* _WHAT IS NEEDED_: From the line containing "Annotation task. Describe" down to the final line of the entries below, quote every line verbatim. Exclude pictures.

** Opening INFORMATION block **

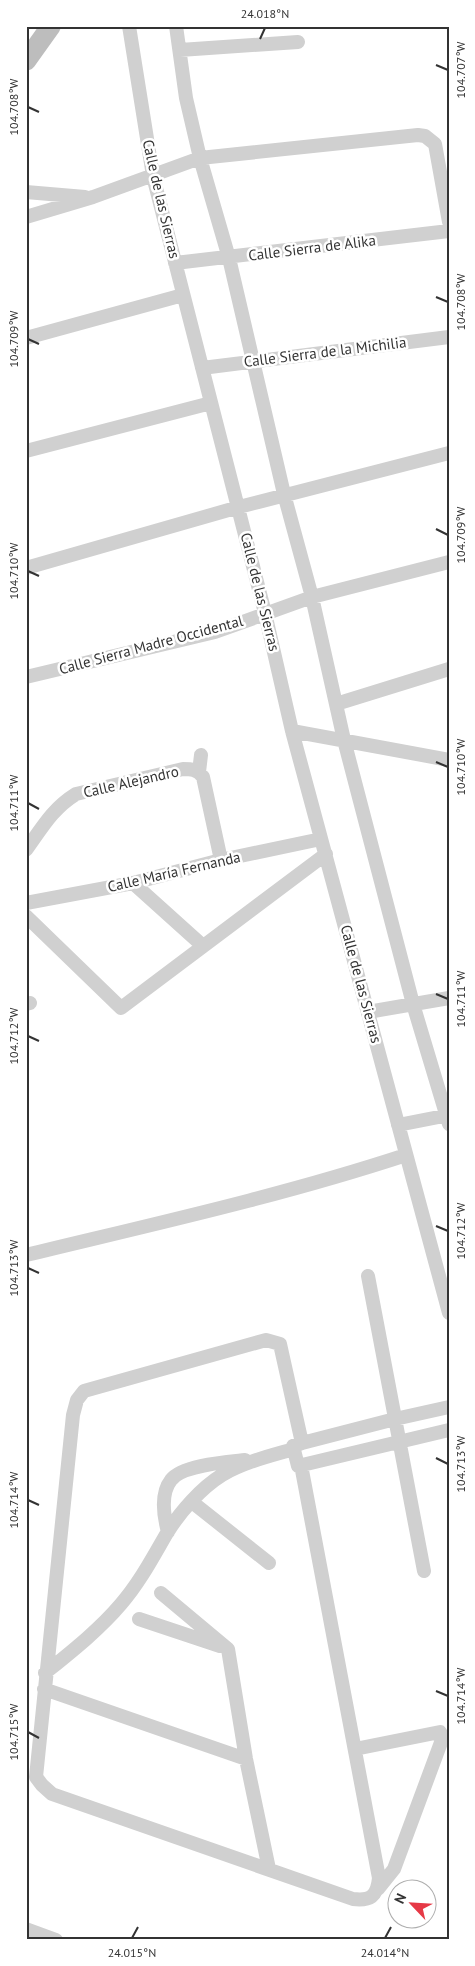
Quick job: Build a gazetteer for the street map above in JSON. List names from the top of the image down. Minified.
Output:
{"streets":{"street":["Calle de las Sierras","Calle Sierra de Alika","Calle Sierra de la Michilia","Calle Sierra Madre Occidental","Calle Alejandro","Calle María Fernanda"]},"crossings":[["Calle de las Sierras","Calle Sierra de Alika"],["Calle de las Sierras","Calle Sierra de la Michilia"],["Calle de las Sierras","Calle Sierra Madre Occidental"],["Calle de las Sierras","Calle María Fernanda"],["Calle Alejandro","Calle María Fernanda"]],"north":"top left","coordinates":["24.018°N","104.707°W","104.708°W","104.709°W","104.710°W","104.711°W","104.712°W","104.713°W","104.714°W","104.715°W","24.015°N","24.014°N"]}
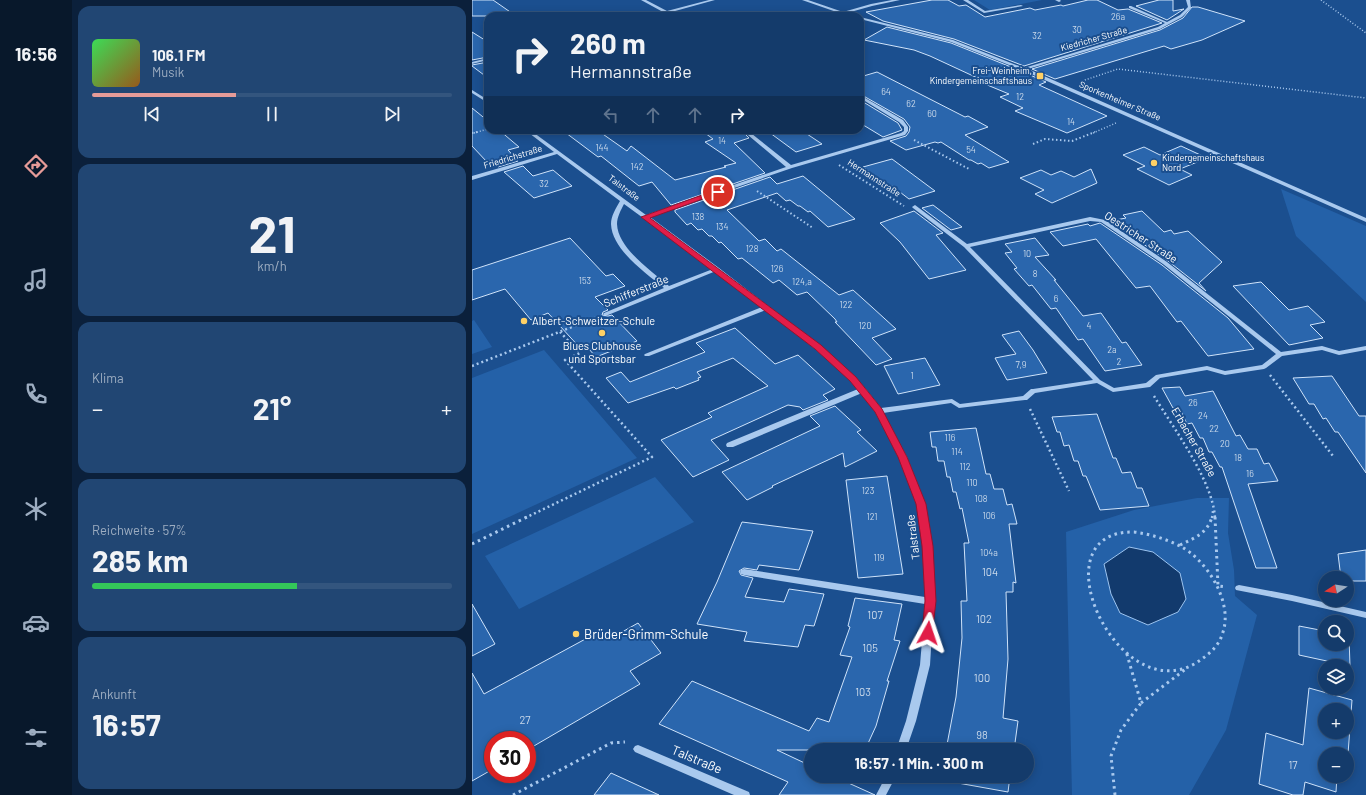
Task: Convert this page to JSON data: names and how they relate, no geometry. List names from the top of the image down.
{
  "streets": {
    "street": [
      "Kiedricher Straße",
      "Sporkenheimer Straße",
      "Friedrichstraße",
      "Hermannstraße",
      "Talstraße",
      "Oestricher Straße",
      "Schifferstraße"
    ],
    "path": ["Erbacher Straße"]
  },
  "crossings": [
    ["Kiedricher Straße", "Sporkenheimer Straße"],
    ["Friedrichstraße", "Talstraße"],
    ["Hermannstraße", "Talstraße"],
    ["Talstraße", "Schifferstraße"]
  ],
  "places": {
    "transit": ["Frei-Weinheim, Kindergemeinschaftshaus"],
    "other": [
      "Kindergemeinschaftshaus Nord",
      "Albert-Schweitzer-Schule",
      "Blues Clubhouse und Sportsbar",
      "Brüder-Grimm-Schule"
    ]
  },
  "house_numbers": [
    "26a",
    "30",
    "32",
    "64",
    "12",
    "62",
    "60",
    "14",
    "14",
    "144",
    "54",
    "142",
    "32",
    "138",
    "134",
    "128",
    "10",
    "126",
    "8",
    "153",
    "124,a",
    "6",
    "122",
    "120",
    "4",
    "2a",
    "2",
    "7,9",
    "1",
    "26",
    "24",
    "22",
    "116",
    "20",
    "114",
    "18",
    "112",
    "16",
    "110",
    "123",
    "108",
    "106",
    "121",
    "104a",
    "119",
    "104",
    "107",
    "102",
    "105",
    "100",
    "103",
    "27",
    "98",
    "17"
  ],
  "north": "left",
  "page": {
    "tabs": "16:56",
    "turn": ["260 m", "Hermannstraße"],
    "song": ["106.1 FM", "Musik"],
    "tile": [
      ["21", "km/h"],
      "Klima",
      ["Reichweite · 57%", "285 km"],
      ["Ankunft", "16:57"]
    ],
    "heat": ["−", "21°", "+"],
    "map_buttons": ["+", "−"],
    "limit": "30",
    "trip": "16:57 · 1 Min. · 300 m"
  }
}
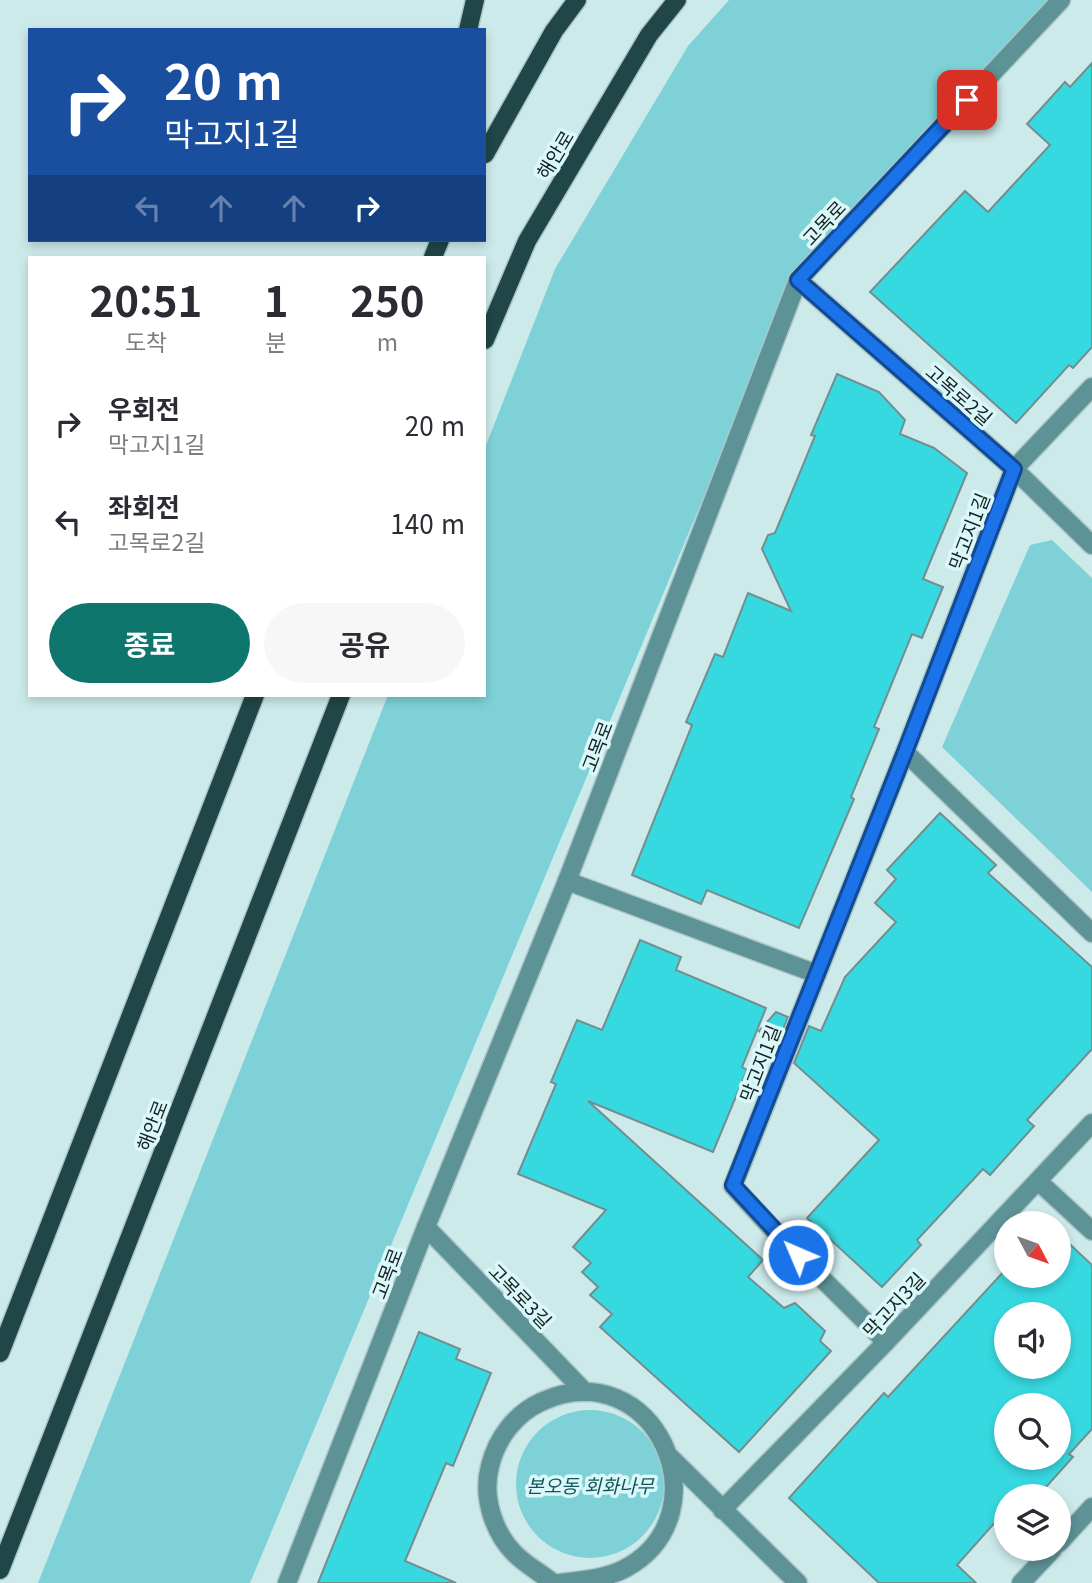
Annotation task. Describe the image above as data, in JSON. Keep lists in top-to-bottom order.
{
  "streets": {
    "main road": ["해안로"],
    "street": [
      "고목로",
      "고목로2길",
      "막고지1길",
      "고목로3길",
      "막고지3길"
    ]
  },
  "crossings": [
    ["고목로", "고목로2길"],
    ["고목로", "고목로3길"],
    ["고목로2길", "막고지1길"],
    ["막고지1길", "막고지3길"]
  ],
  "parks": ["본오동 회화나무"],
  "north": "bottom right",
  "page": {
    "turn": ["20 m", "막고지1길"],
    "eta": [
      "20:51",
      "도착",
      "1",
      "분",
      "250",
      "m"
    ],
    "list": [
      {
        "name": "우회전",
        "note": "막고지1길",
        "value": "20 m"
      },
      {
        "name": "좌회전",
        "note": "고목로2길",
        "value": "140 m"
      }
    ],
    "buttons": ["종료", "공유"]
  }
}
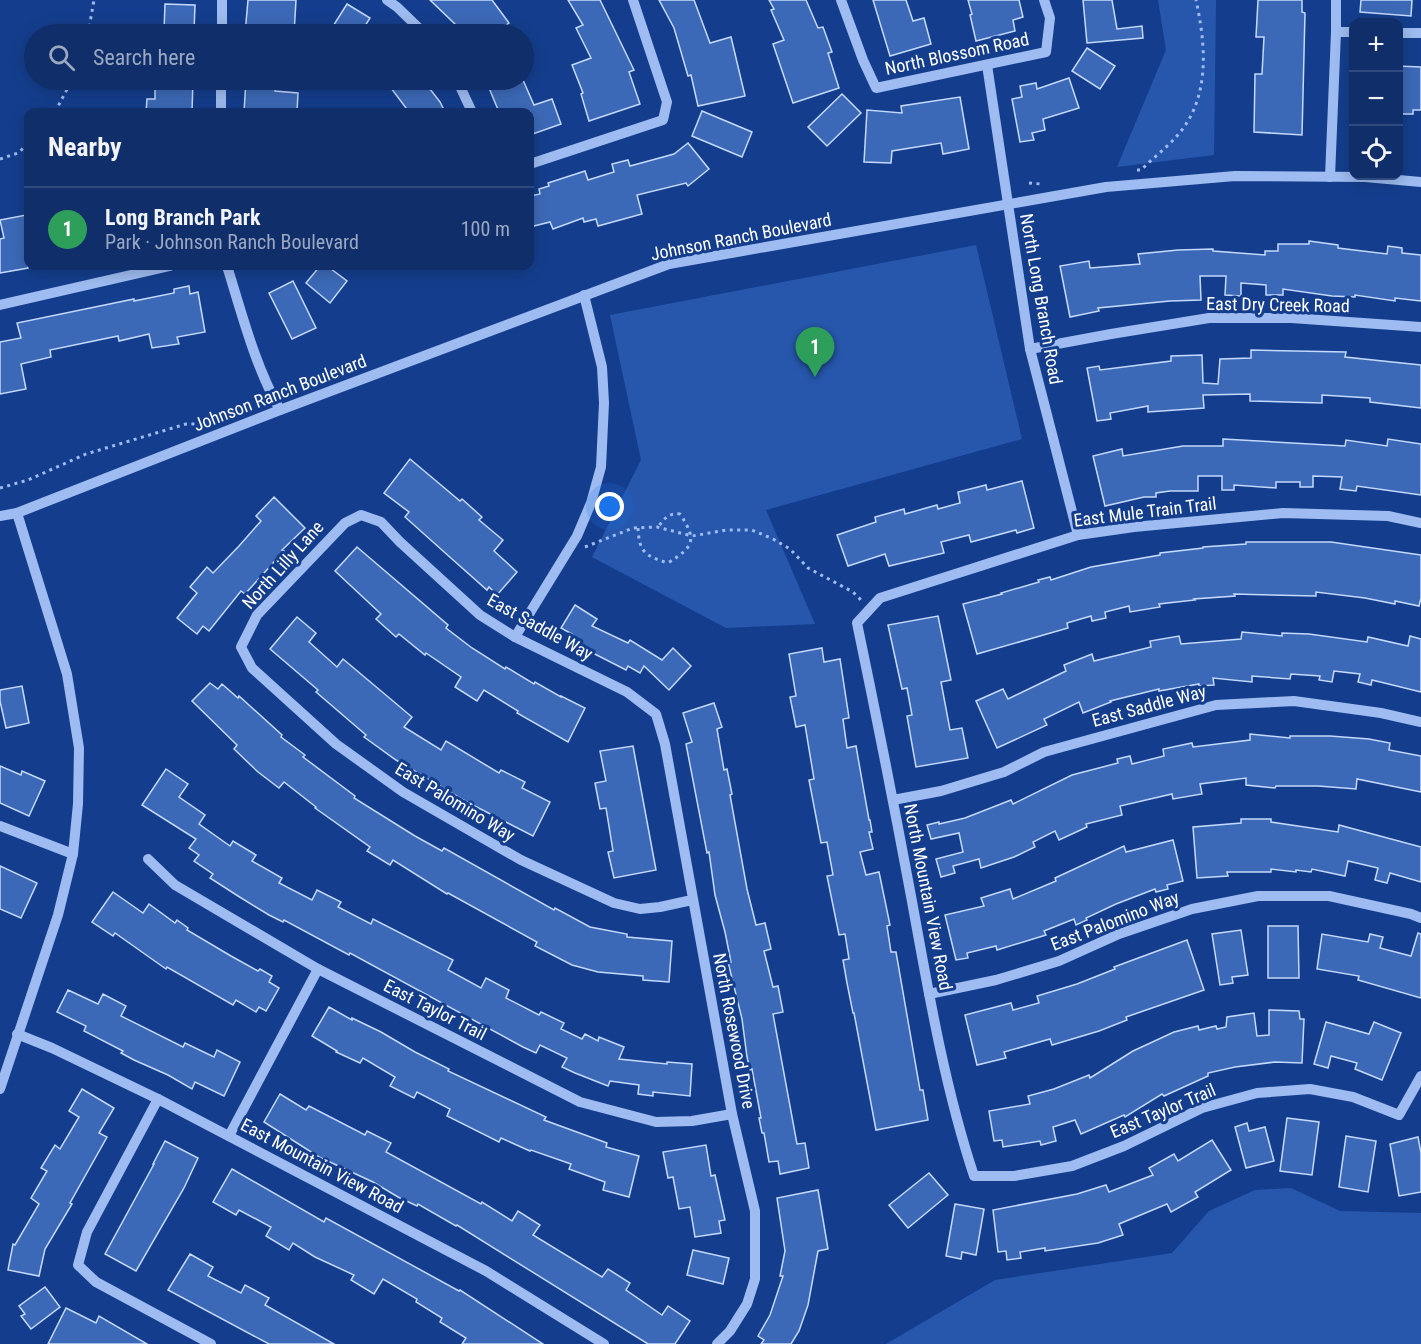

** Closing INFORMATION block **

* _ANSWER TO THE PROBLEM_:
Annotation task. Describe the image above as data, in JSON. Keep lists in top-to-bottom order.
{
  "streets": {
    "main road": ["해안로"],
    "street": [
      "고목로",
      "고목로2길",
      "막고지1길",
      "고목로3길",
      "막고지3길"
    ]
  },
  "crossings": [
    ["고목로", "고목로2길"],
    ["고목로", "고목로3길"],
    ["고목로2길", "막고지1길"],
    ["막고지1길", "막고지3길"]
  ],
  "parks": ["본오동 회화나무"],
  "north": "bottom right",
  "page": {
    "turn": ["20 m", "막고지1길"],
    "eta": [
      "20:51",
      "도착",
      "1",
      "분",
      "250",
      "m"
    ],
    "list": [
      {
        "name": "우회전",
        "note": "막고지1길",
        "value": "20 m"
      },
      {
        "name": "좌회전",
        "note": "고목로2길",
        "value": "140 m"
      }
    ],
    "buttons": ["종료", "공유"]
  }
}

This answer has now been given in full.